This work has been published in 13.

8.11.2 Revealing user-mobility bounds from WiFi probe requests

Participants: Abhishek Kumar Mishra, Aline Carneiro Viana, Nadjib Achir.

Human mobility is challenging to infer, reconstruct, or predict precisely and even further through a more privacy-preserving and scalable manner. Domains and applications are: targeted advertising, epidemic prevention, urban, transportation, or touristic planning, to cite a few. Current GPS-based localization methods are considered sparse in space and time, and RSSI-based passive sniffing methods are challenging due to miscellaneous error sources. Recent literature has shown the large and highly volatile errors in human-location estimation when using observed RSSI from passive sniffing over Wireless packets.

In this proposal, we show, for the first time in literature, that using a theoretical error-formulation applied over real-world experimental datasets, the measurement-induced errors can be estimated as a distribution over short periods and used as allies to estimate trajectories bounds with high confidence as we can see in the following figure. We filter and process RSSI of sniffed WiFi probe request packets, formalize an optimization error estimation problem and finally solve it using multilateration over various samples from the estimated error distribution to obtain human-mobility bounds. In a series of simulations and analyses, we show that the proposed bounds are realistic and accurate. Furthermore, we demonstrate the accuracy and the variation of bounds according to sniffer and user-device densities wireless channel conditions.

This work is related to ANR MITIK project (2020-). We are currently finalizing a paper that should be submitted in the next few weeks.

8.11.3 How mobile can a Mobile Edge Computing be?

Participants: Pedro Cruz Caminha, Aline Carneiro Viana, Nadjib Achir.

The most relevant aspect of Multi-Access Edge Computing (MEC) is to provide computing resources close to the User Equipment (UE). An allocation strategy is then required to define which MEC host should serve each application running in the UEs. However, one of the direct consequences of allocating resources at the Edge is their exposure and sensitivity to the future locations due to the mobility of the UEs, which leads to non-optimal usage in the long run. It is, therefore, essential to integrate mobility anticipation into the allocation strategy. Indeed, in a scenario with high user mobility, the distance (in terms of delay) between a given UE and each MEC host is dynamic, creating a risk to MEC's primary aspect, which is to fulfill the application's computation requirements while guaranteeing its QoS constraints. It is then essential to develop mobility-aware allocation strategies to mitigate this problem and anticipate user demands.

This issue is amplified by the lack of tools available to emulate MEC systems and evaluate the mobility impact and possible mitigation strategies. To tackle this issue, we start an intensive state of the art on the existing platforms tools, we prepared and submitted in 2021 a survey on current MEC platform implementations initiatives. We survey these practical initiatives according to their development strategies, including the ETSI MEC standard compliance, limitations, and impact.
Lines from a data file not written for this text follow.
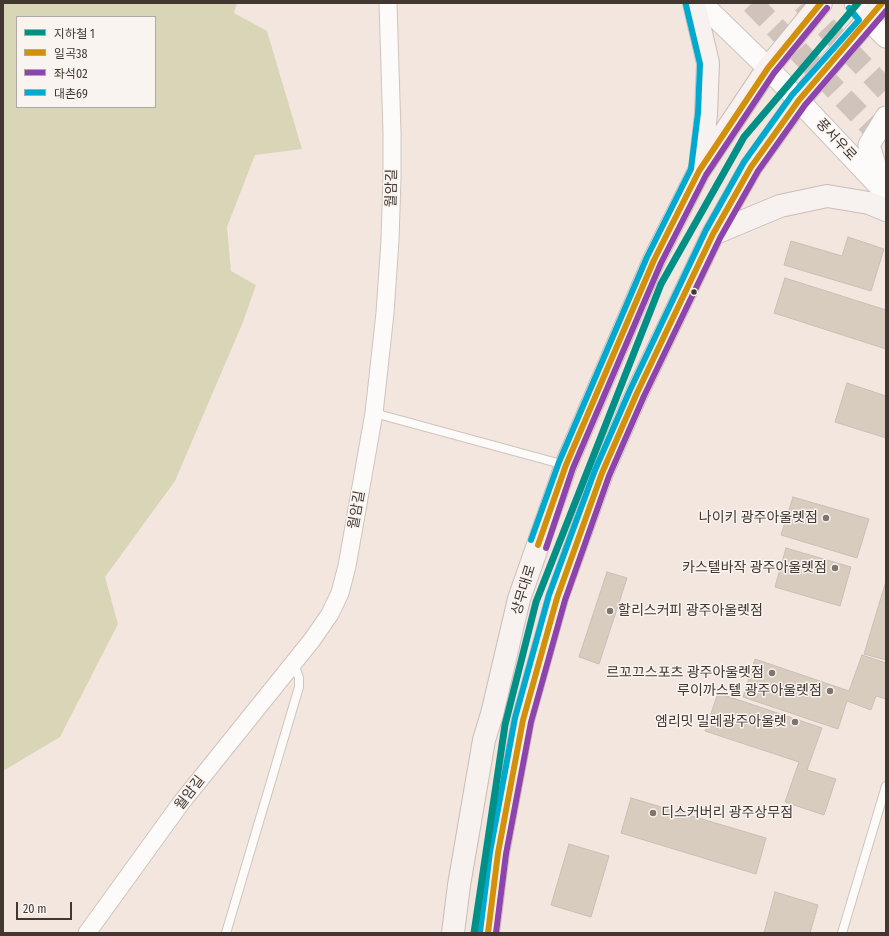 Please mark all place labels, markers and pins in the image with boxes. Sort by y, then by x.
unlabelled marker [689,287,699,297]
place label: 나이키 광주아울렛점 [699,510,818,526]
marker: 나이키 광주아울렛점 [821,513,831,523]
place label: 카스텔바작 광주아울렛점 [682,560,827,576]
marker: 카스텔바작 광주아울렛점 [830,563,840,573]
place label: 할리스커피 광주아울렛점 [618,603,763,619]
marker: 할리스커피 광주아울렛점 [605,606,615,616]
place label: 르꼬끄스포츠 광주아울렛점 [606,665,764,681]
marker: 르꼬끄스포츠 광주아울렛점 [767,668,777,678]
place label: 루이까스텔 광주아울렛점 [677,683,822,699]
marker: 루이까스텔 광주아울렛점 [825,686,835,696]
place label: 엠리밋 밀레광주아울렛 [655,714,787,730]
marker: 엠리밋 밀레광주아울렛 [790,717,800,727]
place label: 디스커버리 광주상무점 [661,805,793,821]
marker: 디스커버리 광주상무점 [648,808,658,818] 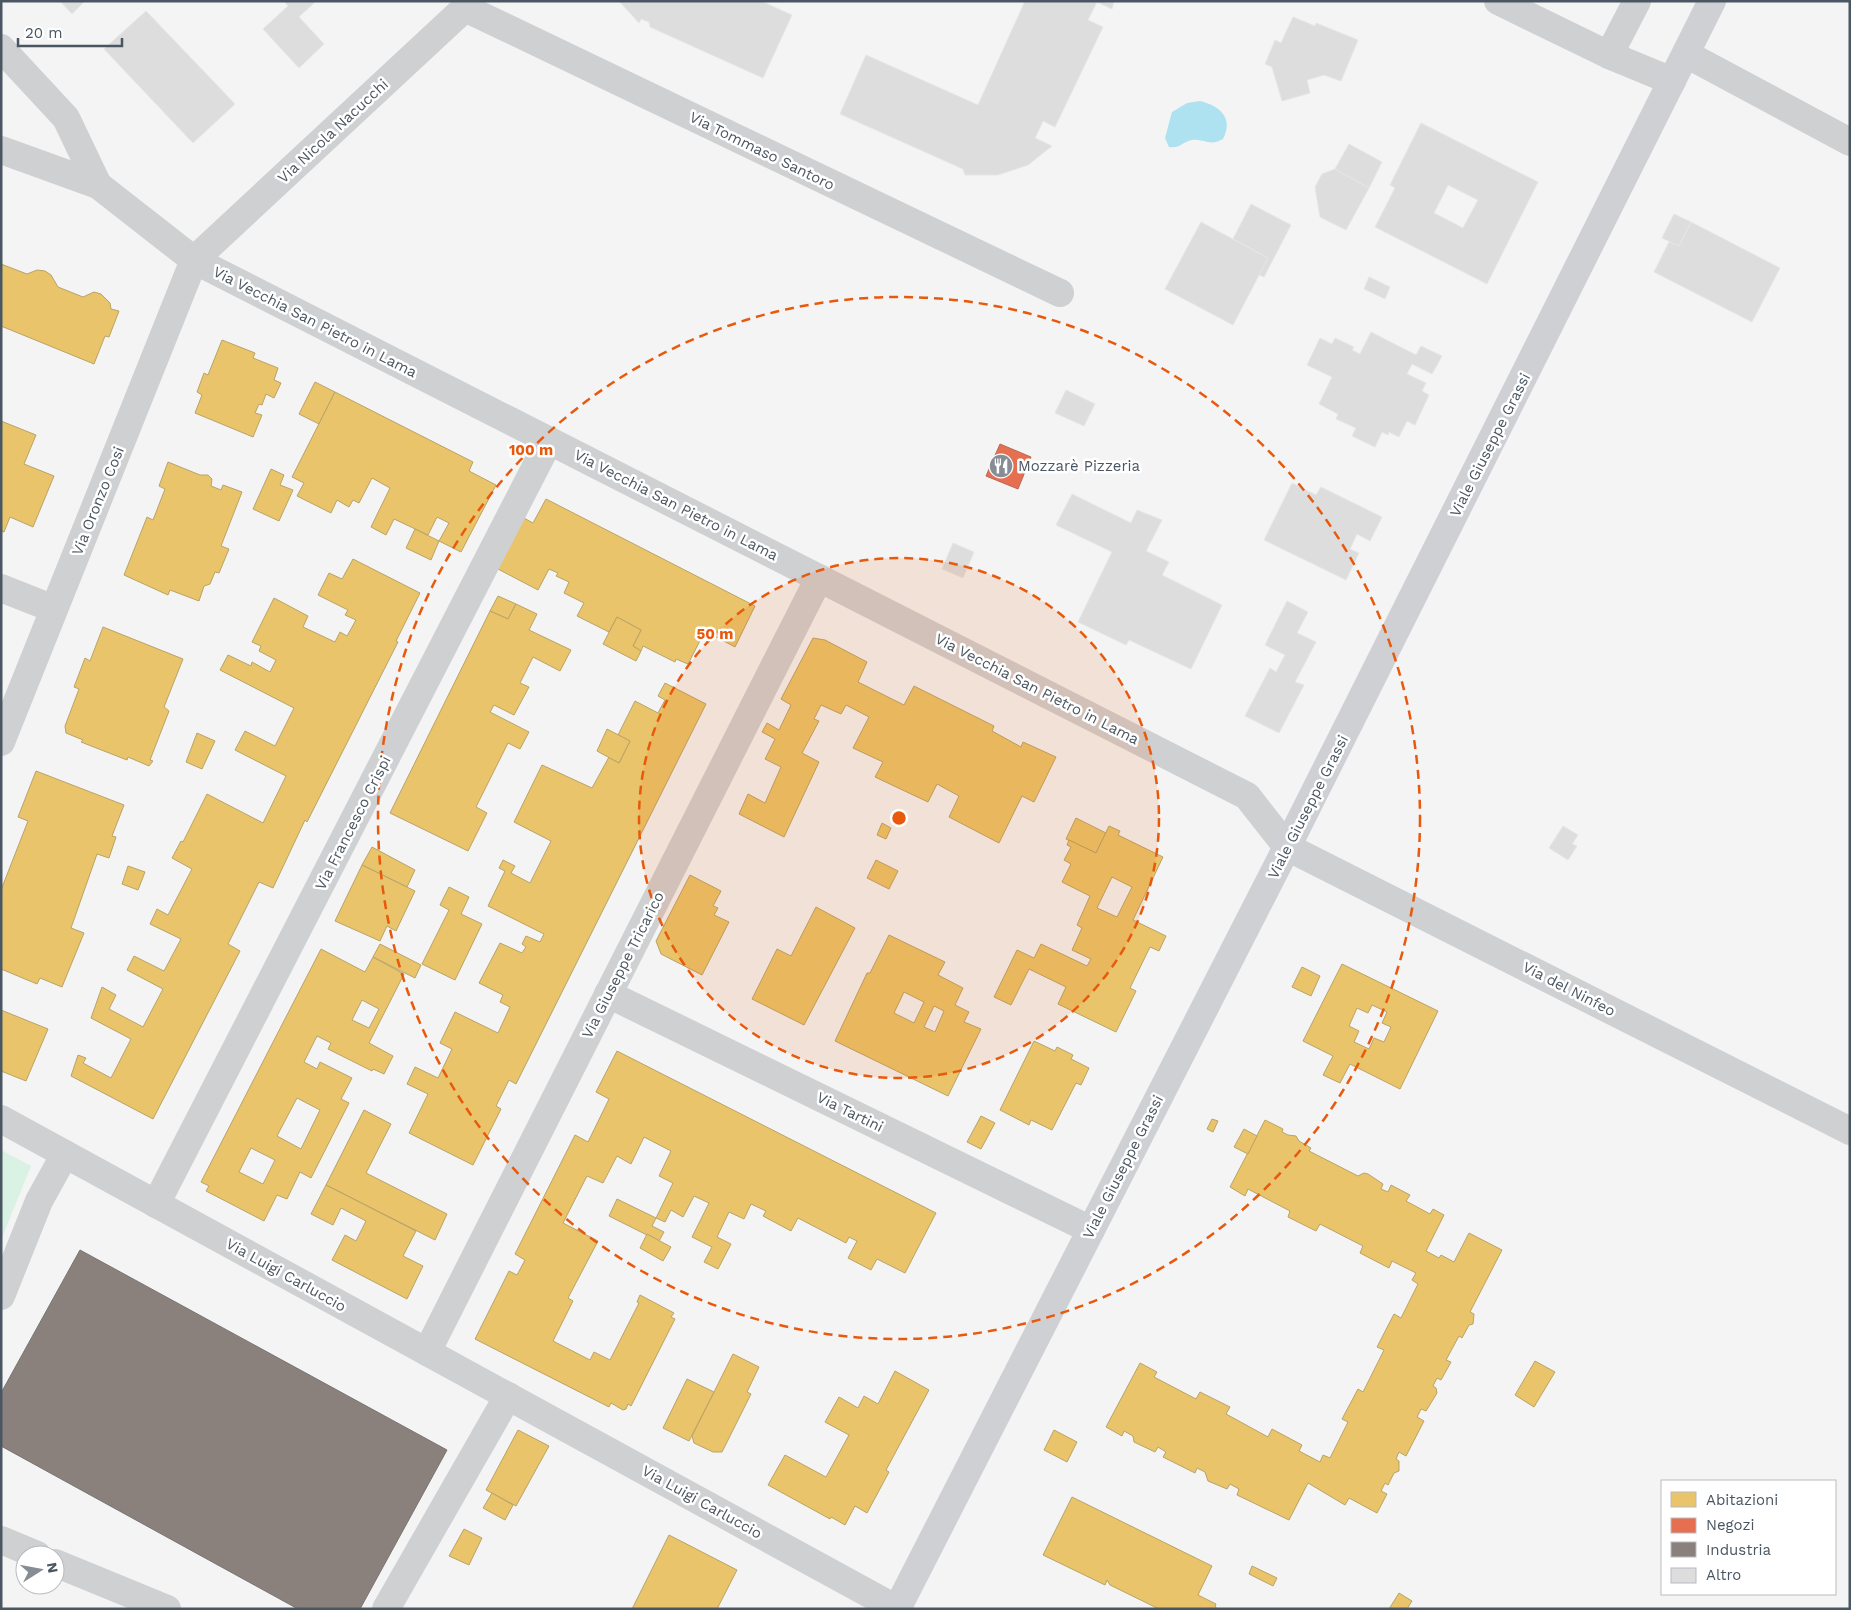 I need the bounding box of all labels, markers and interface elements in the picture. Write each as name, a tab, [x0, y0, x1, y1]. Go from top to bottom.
scale bar	[18, 15, 121, 47]
text: 20 m	[25, 24, 63, 42]
street label: Via Nicola Nacucchi	[274, 75, 392, 187]
street label: Via Tommaso Santoro	[686, 108, 838, 194]
street label: Via Vecchia San Pietro in Lama	[210, 263, 420, 382]
street label: Viale Giuseppe Grassi	[1446, 370, 1534, 520]
text: 100 m	[509, 441, 553, 459]
street label: Via Oronzo Cosi	[68, 444, 128, 558]
street label: Via Vecchia San Pietro in Lama	[571, 446, 781, 565]
restaurant icon: Mozzarè Pizzeria	[988, 453, 1014, 479]
place label: Mozzarè Pizzeria	[1018, 457, 1141, 475]
text: 50 m	[697, 625, 733, 643]
street label: Via Vecchia San Pietro in Lama	[932, 630, 1142, 749]
street label: Viale Giuseppe Grassi	[1264, 732, 1352, 882]
street label: Via Francesco Crispi	[311, 753, 395, 893]
centre of rings	[890, 809, 908, 827]
street label: Via Giuseppe Tricarico	[578, 889, 668, 1041]
street label: Via del Ninfeo	[1520, 958, 1618, 1020]
street label: Via Tartini	[814, 1088, 886, 1136]
street label: Viale Giuseppe Grassi	[1079, 1092, 1167, 1242]
street label: Via Luigi Carluccio	[223, 1234, 349, 1316]
street label: Via Luigi Carluccio	[639, 1461, 765, 1543]
legend	[1661, 1480, 1836, 1595]
text: Abitazioni	[1706, 1491, 1778, 1509]
text: Negozi	[1706, 1516, 1754, 1534]
text: Industria	[1706, 1541, 1772, 1559]
north arrow	[15, 1545, 65, 1595]
text: N	[44, 1561, 62, 1574]
text: Altro	[1706, 1566, 1741, 1584] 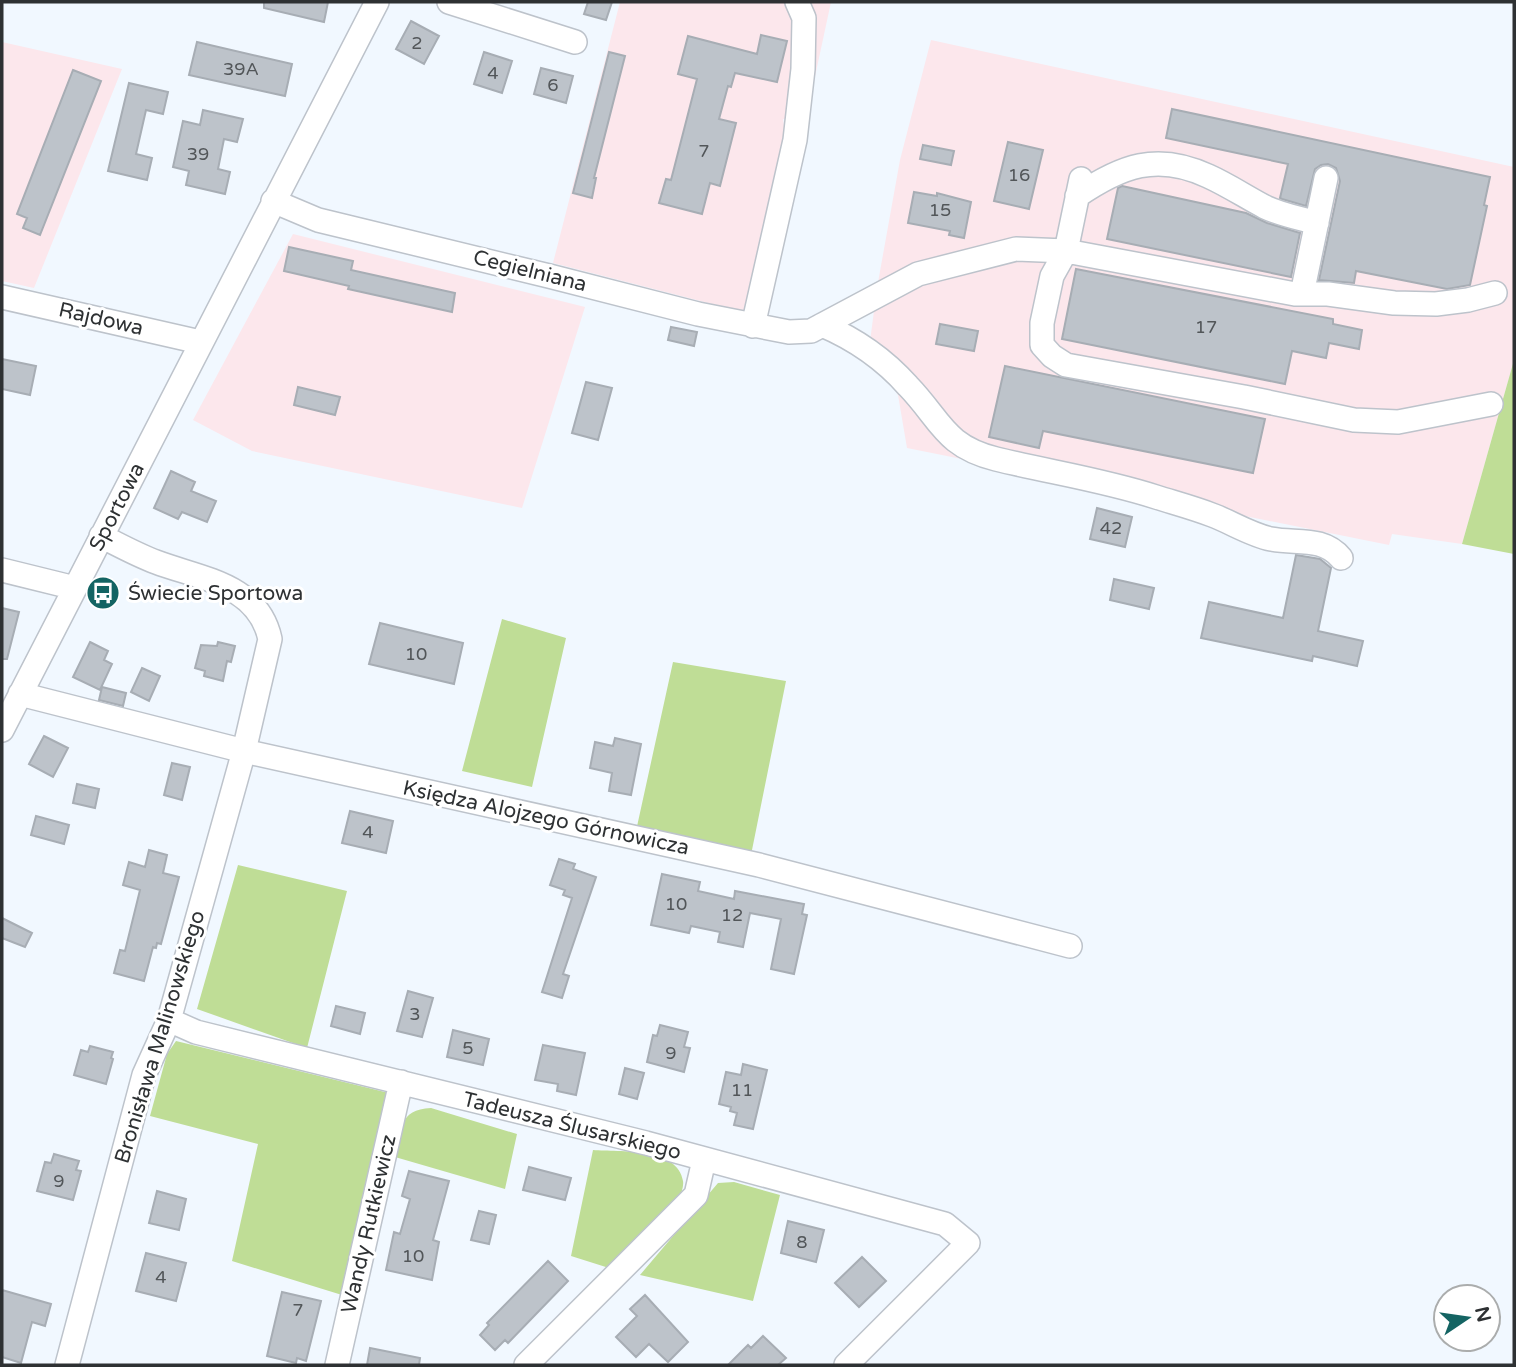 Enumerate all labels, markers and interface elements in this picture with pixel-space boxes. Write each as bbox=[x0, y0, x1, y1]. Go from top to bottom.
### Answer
house number: 2 bbox=[411, 32, 423, 54]
house number: 39A bbox=[223, 58, 259, 80]
house number: 4 bbox=[487, 62, 499, 84]
house number: 6 bbox=[547, 74, 559, 96]
house number: 7 bbox=[698, 140, 710, 162]
house number: 39 bbox=[187, 143, 209, 165]
house number: 16 bbox=[1008, 164, 1030, 186]
house number: 15 bbox=[929, 199, 951, 221]
street label: Cegielniana bbox=[471, 245, 589, 297]
street label: Rajdowa bbox=[56, 297, 146, 341]
house number: 17 bbox=[1195, 316, 1217, 338]
street label: Sportowa bbox=[84, 459, 150, 555]
house number: 42 bbox=[1100, 517, 1122, 539]
bus stop icon: Świecie Sportowa bbox=[84, 574, 122, 612]
place label: Świecie Sportowa bbox=[128, 581, 303, 606]
house number: 10 bbox=[405, 643, 427, 665]
street label: Księdza Alojzego Górnowicza bbox=[400, 775, 692, 861]
house number: 4 bbox=[362, 821, 374, 843]
house number: 10 bbox=[665, 893, 687, 915]
house number: 12 bbox=[721, 904, 743, 926]
street label: Bronisława Malinowskiego bbox=[110, 908, 210, 1166]
house number: 3 bbox=[409, 1003, 421, 1025]
house number: 5 bbox=[462, 1037, 474, 1059]
house number: 9 bbox=[665, 1042, 677, 1064]
house number: 11 bbox=[731, 1079, 753, 1101]
street label: Tadeusza Ślusarskiego bbox=[460, 1087, 684, 1165]
street label: Wandy Rutkiewicz bbox=[336, 1132, 402, 1316]
house number: 9 bbox=[53, 1170, 65, 1192]
house number: 8 bbox=[796, 1231, 808, 1253]
house number: 10 bbox=[402, 1245, 424, 1267]
house number: 4 bbox=[155, 1266, 167, 1288]
north arrow bbox=[1432, 1283, 1502, 1353]
house number: 7 bbox=[292, 1299, 304, 1321]
text: N bbox=[1470, 1304, 1495, 1324]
We also survey the existing tools making MEC systems a reality. Finally, we give hints to MEC issues yet to be addressed in practice. This work will help researchers and developers design their own MEC systems or improve and simplify the usability of existing ones. We are currently working on the article's revised version, which we will resubmit soon.

We then propose Pythia (see figure below), a MEC system emulator that receives (i) users' mobility information (UE mobility traces), (ii) MEC infrastructure specifications, (iii) a pair containing a MEC and a UE application, and (iv) an allocation strategy, outputting important metrics of user experience. In such a way, Pythia extracts and models properties of short-term mobility behavior of users to anticipate future locations in users' mobility. Such information is then leveraged at the MEC allocation of resources. Pythia emulates the network from the point-of-view of the links between the MEC hosts and the UEs while executing the MEC and UE applications in a virtual environment. We also started implementing the v0 version of the experimentation platform on Grid'5000. The adopted approach follows the ETSI recommendations.

————

8.11.4 Energy Efficient adaptive sampling frequency of human mobility

Participants: Panagiota Katsikouli, Aline Carneiro Viana, Marco Fiore, Diego Madariaga.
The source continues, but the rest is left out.